◆ Task to carry out: Below are several entries. Transcribe exactly those lines that fall from the one with "M 566,822 L 579,804" through the one with "603,142 L 615,172", end lines included.

○ ○ ○ ○ ○ ○ ○

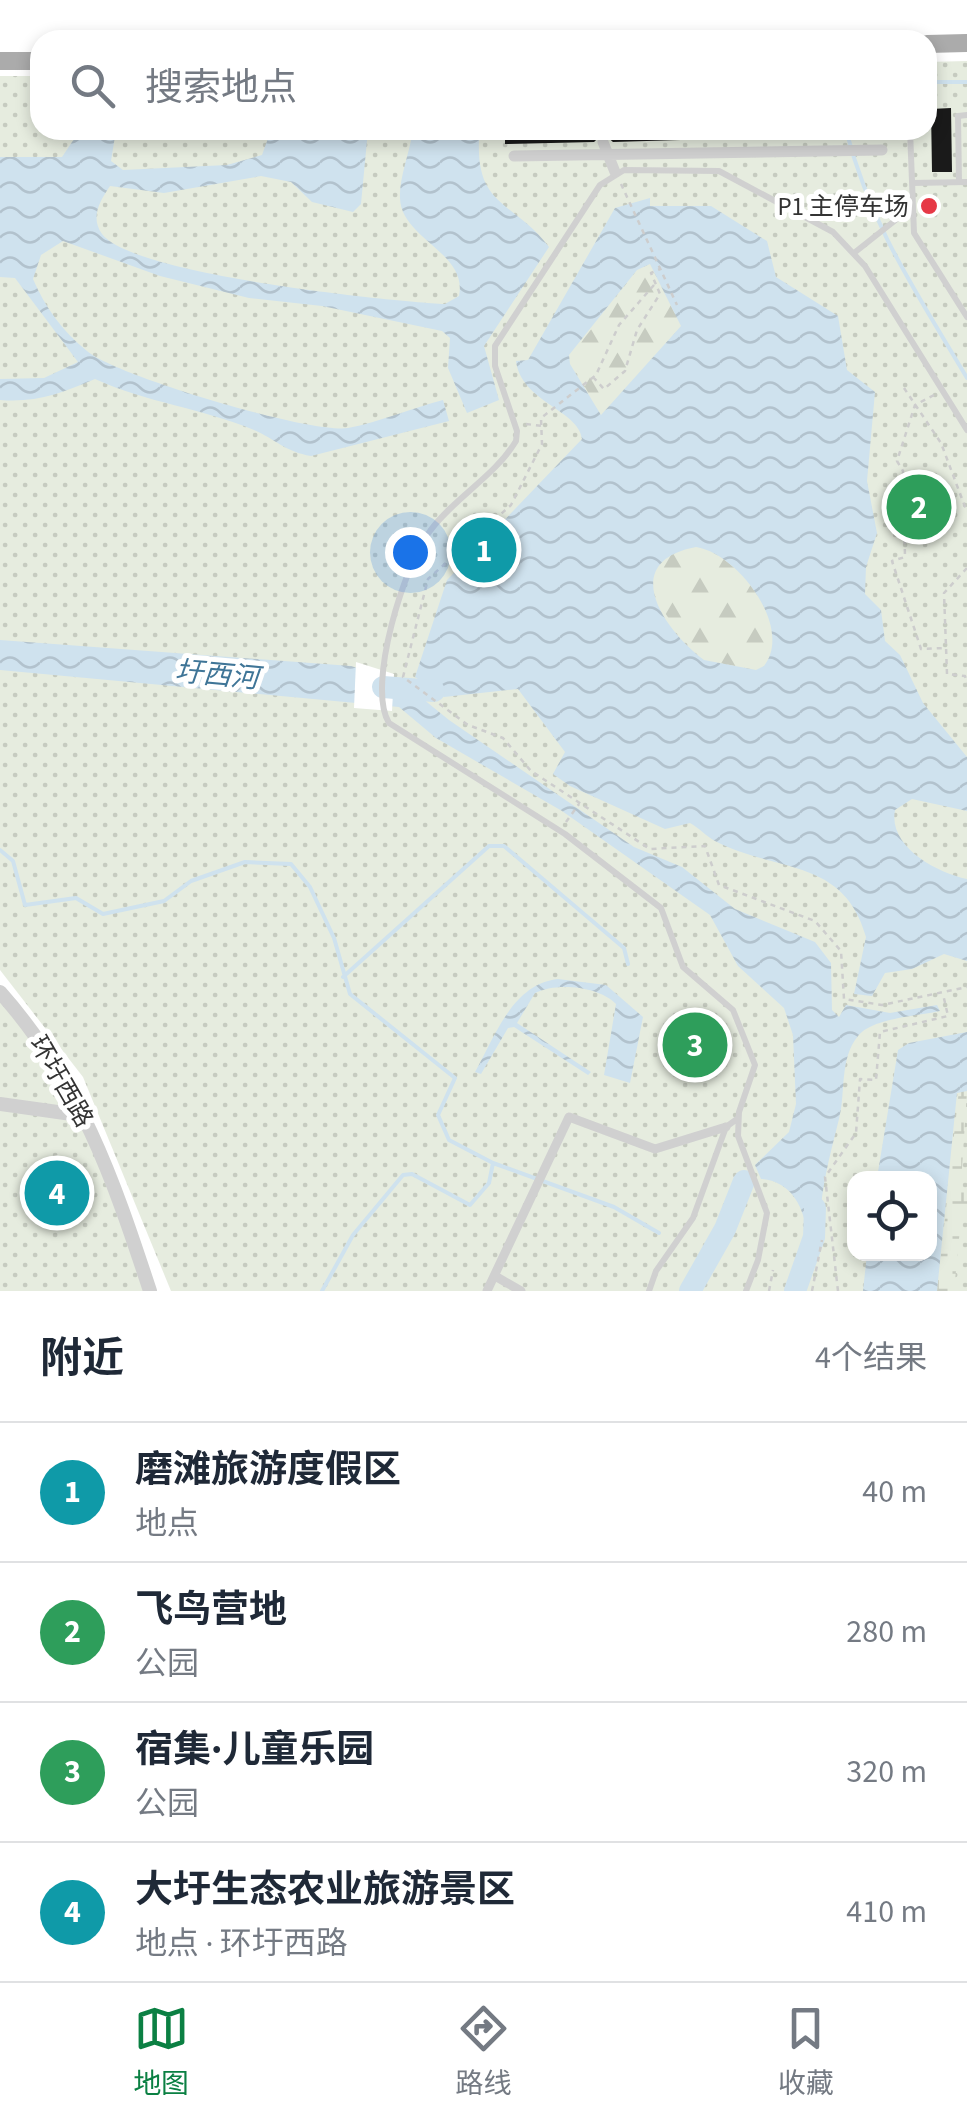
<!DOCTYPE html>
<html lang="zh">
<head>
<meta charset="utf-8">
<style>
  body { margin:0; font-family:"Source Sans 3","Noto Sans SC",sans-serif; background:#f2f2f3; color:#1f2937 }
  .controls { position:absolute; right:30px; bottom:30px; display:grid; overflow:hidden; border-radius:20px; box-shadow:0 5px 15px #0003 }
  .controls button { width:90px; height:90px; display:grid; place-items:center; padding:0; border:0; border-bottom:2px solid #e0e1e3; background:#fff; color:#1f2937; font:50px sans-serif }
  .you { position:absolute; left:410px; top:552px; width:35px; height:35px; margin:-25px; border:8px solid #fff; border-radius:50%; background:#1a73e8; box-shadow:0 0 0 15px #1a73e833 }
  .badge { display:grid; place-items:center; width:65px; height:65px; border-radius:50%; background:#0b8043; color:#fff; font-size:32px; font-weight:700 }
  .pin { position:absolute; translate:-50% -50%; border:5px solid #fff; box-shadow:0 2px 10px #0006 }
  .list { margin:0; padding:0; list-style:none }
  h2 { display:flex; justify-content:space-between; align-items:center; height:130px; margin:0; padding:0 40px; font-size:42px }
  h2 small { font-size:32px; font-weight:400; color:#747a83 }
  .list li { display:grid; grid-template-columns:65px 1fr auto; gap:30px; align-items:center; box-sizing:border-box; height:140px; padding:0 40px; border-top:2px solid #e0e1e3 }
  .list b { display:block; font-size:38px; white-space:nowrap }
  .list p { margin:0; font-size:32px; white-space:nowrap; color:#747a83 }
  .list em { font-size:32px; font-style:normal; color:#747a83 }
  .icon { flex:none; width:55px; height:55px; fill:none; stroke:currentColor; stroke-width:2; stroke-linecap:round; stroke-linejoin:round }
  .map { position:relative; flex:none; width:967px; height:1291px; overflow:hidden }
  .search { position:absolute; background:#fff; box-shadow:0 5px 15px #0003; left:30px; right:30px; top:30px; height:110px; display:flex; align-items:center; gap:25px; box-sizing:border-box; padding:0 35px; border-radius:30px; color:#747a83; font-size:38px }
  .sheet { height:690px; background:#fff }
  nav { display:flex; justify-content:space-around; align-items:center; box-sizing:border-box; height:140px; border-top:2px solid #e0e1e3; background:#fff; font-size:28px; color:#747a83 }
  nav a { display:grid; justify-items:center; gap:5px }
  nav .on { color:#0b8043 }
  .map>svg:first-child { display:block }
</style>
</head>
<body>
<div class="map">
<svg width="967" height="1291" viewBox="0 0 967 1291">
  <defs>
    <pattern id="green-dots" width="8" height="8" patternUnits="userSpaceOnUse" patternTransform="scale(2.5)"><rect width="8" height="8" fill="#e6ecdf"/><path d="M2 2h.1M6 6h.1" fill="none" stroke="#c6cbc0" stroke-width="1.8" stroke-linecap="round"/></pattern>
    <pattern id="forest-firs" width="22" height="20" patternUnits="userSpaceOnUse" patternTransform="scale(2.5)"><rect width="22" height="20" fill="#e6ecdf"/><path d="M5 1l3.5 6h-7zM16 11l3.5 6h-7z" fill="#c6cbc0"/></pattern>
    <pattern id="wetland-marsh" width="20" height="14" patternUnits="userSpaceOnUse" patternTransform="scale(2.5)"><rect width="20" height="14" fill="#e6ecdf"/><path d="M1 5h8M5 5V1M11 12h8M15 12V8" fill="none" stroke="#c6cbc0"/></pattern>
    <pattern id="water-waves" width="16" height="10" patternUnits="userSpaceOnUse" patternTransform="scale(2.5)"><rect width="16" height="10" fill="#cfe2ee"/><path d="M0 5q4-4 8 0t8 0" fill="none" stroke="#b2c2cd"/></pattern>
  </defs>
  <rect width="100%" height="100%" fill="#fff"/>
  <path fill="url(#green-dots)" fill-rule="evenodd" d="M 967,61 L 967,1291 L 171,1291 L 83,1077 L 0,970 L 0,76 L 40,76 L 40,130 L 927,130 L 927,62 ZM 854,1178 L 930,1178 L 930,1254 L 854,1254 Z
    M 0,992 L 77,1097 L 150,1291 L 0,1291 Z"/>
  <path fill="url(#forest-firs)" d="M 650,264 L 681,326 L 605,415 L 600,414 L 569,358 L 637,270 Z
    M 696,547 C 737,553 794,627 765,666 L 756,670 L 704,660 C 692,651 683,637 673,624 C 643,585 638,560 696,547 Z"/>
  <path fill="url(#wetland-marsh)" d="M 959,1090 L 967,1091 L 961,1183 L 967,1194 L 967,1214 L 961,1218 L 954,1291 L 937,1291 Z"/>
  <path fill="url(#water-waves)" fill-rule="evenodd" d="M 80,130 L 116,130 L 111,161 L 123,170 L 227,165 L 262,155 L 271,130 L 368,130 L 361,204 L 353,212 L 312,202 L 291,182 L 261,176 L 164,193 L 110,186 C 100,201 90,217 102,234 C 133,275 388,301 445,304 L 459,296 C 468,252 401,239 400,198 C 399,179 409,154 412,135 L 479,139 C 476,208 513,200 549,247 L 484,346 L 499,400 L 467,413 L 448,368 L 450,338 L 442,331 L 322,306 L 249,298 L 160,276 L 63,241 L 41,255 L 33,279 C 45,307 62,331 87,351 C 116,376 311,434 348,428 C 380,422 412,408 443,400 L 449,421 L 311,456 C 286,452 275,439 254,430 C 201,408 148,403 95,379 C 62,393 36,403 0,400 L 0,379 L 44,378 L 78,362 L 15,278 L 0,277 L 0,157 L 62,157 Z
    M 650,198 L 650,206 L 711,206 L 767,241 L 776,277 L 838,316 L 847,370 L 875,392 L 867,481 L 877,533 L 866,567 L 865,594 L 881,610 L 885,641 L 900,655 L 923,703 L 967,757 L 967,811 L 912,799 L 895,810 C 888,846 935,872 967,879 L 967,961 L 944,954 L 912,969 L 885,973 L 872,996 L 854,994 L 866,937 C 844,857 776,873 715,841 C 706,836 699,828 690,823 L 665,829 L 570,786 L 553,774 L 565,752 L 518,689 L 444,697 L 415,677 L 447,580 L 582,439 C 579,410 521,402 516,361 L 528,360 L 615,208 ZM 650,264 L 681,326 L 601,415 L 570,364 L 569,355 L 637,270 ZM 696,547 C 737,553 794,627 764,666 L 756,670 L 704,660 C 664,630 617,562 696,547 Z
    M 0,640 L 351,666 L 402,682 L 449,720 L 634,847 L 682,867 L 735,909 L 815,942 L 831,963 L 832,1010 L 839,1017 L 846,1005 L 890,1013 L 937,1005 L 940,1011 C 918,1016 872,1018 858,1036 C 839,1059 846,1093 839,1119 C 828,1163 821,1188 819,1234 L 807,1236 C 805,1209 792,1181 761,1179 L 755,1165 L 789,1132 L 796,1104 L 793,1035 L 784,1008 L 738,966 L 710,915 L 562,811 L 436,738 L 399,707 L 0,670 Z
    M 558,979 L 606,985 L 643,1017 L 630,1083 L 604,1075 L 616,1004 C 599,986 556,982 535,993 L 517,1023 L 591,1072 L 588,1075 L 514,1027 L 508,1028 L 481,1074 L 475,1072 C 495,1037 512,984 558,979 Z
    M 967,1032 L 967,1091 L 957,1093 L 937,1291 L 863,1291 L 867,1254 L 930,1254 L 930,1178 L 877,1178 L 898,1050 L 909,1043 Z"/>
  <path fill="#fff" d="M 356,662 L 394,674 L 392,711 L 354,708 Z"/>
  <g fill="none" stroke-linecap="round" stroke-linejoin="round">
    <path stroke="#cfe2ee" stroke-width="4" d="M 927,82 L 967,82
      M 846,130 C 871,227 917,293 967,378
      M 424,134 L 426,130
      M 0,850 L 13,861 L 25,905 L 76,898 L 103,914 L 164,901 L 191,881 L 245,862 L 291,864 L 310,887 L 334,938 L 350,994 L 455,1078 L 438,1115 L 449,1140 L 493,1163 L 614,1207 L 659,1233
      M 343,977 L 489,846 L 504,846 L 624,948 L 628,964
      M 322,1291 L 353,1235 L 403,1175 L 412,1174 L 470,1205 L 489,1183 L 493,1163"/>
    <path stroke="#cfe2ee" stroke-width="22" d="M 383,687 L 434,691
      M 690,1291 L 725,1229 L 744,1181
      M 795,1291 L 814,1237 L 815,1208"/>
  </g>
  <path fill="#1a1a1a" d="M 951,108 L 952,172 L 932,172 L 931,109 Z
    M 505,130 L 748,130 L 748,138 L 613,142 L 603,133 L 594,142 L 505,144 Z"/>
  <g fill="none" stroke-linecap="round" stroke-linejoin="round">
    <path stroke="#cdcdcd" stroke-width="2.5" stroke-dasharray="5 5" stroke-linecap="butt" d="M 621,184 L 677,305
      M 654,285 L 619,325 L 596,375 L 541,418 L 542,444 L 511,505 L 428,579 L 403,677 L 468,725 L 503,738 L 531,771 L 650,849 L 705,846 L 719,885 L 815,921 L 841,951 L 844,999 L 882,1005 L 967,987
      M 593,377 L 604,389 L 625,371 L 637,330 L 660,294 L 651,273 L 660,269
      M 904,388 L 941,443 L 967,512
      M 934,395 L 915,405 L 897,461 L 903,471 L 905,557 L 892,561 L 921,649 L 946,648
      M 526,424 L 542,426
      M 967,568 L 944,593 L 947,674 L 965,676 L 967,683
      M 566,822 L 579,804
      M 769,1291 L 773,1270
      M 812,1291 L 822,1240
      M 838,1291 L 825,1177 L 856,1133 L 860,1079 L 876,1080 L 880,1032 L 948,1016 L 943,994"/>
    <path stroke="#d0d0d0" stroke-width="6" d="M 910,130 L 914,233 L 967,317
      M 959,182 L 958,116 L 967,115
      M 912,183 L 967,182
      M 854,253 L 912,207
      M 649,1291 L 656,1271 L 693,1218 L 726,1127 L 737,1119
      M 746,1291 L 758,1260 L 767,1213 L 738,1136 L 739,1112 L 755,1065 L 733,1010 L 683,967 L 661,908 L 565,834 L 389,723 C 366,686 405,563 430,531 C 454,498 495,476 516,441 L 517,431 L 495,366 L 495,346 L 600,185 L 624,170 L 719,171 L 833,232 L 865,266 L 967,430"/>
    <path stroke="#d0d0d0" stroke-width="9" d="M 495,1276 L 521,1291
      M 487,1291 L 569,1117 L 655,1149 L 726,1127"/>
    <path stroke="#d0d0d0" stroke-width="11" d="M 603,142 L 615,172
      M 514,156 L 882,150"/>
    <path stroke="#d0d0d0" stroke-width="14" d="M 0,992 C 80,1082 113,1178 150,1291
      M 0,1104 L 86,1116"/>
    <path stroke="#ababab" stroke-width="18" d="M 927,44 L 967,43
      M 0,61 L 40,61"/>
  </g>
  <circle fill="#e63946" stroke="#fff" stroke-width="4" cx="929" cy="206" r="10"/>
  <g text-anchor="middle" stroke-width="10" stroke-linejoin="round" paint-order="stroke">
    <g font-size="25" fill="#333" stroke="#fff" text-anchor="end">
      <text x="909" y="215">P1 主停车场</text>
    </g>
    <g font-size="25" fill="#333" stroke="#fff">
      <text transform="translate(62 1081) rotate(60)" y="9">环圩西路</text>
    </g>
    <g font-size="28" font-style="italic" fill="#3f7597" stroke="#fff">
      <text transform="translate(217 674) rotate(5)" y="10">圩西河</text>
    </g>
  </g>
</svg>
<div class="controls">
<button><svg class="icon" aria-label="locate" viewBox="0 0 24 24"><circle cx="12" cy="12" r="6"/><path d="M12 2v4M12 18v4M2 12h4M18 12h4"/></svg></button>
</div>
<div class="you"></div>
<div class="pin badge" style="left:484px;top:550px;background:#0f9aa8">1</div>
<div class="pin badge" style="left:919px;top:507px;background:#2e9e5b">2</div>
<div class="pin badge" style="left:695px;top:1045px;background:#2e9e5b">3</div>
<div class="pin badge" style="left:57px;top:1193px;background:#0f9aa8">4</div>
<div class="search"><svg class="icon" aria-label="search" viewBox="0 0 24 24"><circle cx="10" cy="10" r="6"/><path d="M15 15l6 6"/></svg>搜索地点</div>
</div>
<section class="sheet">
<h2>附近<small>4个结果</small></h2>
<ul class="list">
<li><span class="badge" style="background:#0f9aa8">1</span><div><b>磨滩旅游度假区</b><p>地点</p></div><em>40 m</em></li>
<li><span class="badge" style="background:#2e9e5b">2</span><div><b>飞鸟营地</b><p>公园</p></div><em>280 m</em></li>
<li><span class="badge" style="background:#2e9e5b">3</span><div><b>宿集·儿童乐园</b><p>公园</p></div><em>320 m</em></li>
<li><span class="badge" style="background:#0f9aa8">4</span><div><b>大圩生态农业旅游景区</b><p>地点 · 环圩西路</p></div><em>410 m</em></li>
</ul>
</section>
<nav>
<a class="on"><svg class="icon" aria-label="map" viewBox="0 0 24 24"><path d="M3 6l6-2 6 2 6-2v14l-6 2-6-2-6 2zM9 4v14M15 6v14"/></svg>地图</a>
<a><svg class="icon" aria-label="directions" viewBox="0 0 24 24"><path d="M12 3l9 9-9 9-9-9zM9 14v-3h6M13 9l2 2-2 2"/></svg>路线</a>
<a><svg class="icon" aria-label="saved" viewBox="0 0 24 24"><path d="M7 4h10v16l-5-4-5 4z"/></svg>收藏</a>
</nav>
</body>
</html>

○ ○ ○ ○ ○ ○ ○

◆ Task result:
      M 566,822 L 579,804
      M 769,1291 L 773,1270
      M 812,1291 L 822,1240
      M 838,1291 L 825,1177 L 856,1133 L 860,1079 L 876,1080 L 880,1032 L 948,1016 L 943,994"/>
    <path stroke="#d0d0d0" stroke-width="6" d="M 910,130 L 914,233 L 967,317
      M 959,182 L 958,116 L 967,115
      M 912,183 L 967,182
      M 854,253 L 912,207
      M 649,1291 L 656,1271 L 693,1218 L 726,1127 L 737,1119
      M 746,1291 L 758,1260 L 767,1213 L 738,1136 L 739,1112 L 755,1065 L 733,1010 L 683,967 L 661,908 L 565,834 L 389,723 C 366,686 405,563 430,531 C 454,498 495,476 516,441 L 517,431 L 495,366 L 495,346 L 600,185 L 624,170 L 719,171 L 833,232 L 865,266 L 967,430"/>
    <path stroke="#d0d0d0" stroke-width="9" d="M 495,1276 L 521,1291
      M 487,1291 L 569,1117 L 655,1149 L 726,1127"/>
    <path stroke="#d0d0d0" stroke-width="11" d="M 603,142 L 615,172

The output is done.